For archaeal phylogenomic tree construction, a concatenated multiple sequence alignment (MSA) was generated in GTDB-Tk using 122 archaeal marker genes (2991 sequences, 5124 columns) [17]. IQ-TREE v.1.6.9 [117] was used to reconstruct the tree with the settings “-m MFP -bb 1000 -redo -mset WAG,LG,JTT,Dayhoff -mrate E,I,G,I + G -mfreq FU -wbtl” (Data S1). The bacterial phylogenomic tree was constructed in a similar manner, using a concatenated MSA of 120 bacterial GTDB marker genes [17]. For each GTDB bacterial phylum, no more than 15 reference genomes from the GTDB r202 database were used (4248 sequences, 5037 columns; Data S2). Additionally, a second bacterial phylogenomic tree was inferred from the same MSA using FastTree v.2.1.8 (WAG, + gamma, SH support; Data S3) [118]. Additional MSAs solely using MAGs from this study were generated for the Archaea (122 marker genes) and Bacteria (120 marker genes) using the GTDB-Tk identify and align commands [17]. FastTree v.2.1.10 (parameter: –gamma) was used to infer the phylogenomic trees, as implemented in GTDB-Tk (Data S4, S5; formatted trees available online at https://itol.embl.de/shared/alrlab).

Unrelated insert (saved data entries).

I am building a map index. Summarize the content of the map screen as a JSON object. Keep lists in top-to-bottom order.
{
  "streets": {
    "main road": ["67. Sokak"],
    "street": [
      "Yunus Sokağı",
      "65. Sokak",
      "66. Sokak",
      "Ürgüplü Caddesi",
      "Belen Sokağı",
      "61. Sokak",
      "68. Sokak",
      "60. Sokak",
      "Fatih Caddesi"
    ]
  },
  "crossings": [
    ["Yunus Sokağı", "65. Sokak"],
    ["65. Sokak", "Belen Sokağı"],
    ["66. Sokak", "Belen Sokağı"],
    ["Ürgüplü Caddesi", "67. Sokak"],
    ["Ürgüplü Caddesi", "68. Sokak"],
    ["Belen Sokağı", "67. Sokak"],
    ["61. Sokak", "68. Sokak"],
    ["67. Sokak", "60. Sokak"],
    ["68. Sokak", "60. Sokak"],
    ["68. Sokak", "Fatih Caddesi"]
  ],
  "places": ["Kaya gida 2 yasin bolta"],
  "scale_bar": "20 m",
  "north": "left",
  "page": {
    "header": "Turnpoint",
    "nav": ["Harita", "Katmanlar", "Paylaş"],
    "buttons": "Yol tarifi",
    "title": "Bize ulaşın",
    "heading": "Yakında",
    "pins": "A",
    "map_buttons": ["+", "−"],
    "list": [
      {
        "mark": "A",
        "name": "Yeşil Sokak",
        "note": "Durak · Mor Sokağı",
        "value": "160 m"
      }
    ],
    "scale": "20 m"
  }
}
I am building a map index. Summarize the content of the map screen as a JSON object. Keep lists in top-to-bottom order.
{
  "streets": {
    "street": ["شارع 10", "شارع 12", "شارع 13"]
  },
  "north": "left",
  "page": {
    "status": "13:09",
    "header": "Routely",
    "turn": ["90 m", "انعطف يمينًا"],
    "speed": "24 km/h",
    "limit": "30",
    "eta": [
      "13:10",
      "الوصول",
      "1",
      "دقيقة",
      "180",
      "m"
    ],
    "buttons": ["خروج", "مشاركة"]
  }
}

A tree was constructed in GTDB-Tk (parameter: –gamma) using MAGs assigned to the Patescibacteria, along with recently described Cand. Vampirococcus lugosii [47] and Cand. Absconditicoccus praedator [48], and the GTDB r202 bacterial tree-building dataset. A phylogenomic tree of the Chloroflexota was also generated by extracting a concatenated MSA of Chlorofexota MAGs from the entire bacterial MSA. IQ-TREE v.2.1.4 [119] was used to reconstruct the tree with the settings “-m TESTMERGE -bb 1000 -bnni”. An outgroup genome (GCA_007123655.1) was added to reroot the phylogenomic tree. Final trees were visualized using Interactive Tree of Life (iTOL) v.6 [120].

Taxonomic assignment

Initial taxonomy was assigned to each MAG using the GTDB-Tk classify pipeline. In rare instances where there were discrepancies between the class-level (Archaea) or phylum-level taxonomy (Bacteria) assigned by GTDB-Tk and phylogenetic tree topology, we deferred to tree topology. In the Bacteria, topological taxonomic assignments were only used if confirmed by both trees. MAGs that were not assigned to a known genus by GTDB-Tk were compared to their closest relatives in this study using average amino acid identity (AAI) matrices generated in CompareM v.0.1.2 (https://github.com/dparks1134/CompareM). MAGs were assigned to novel genera using cutoffs provided by Konstantinidis et al. [18], and MAGs assigned the taxonomic status “unclassified” were automatically assigned to a novel genus.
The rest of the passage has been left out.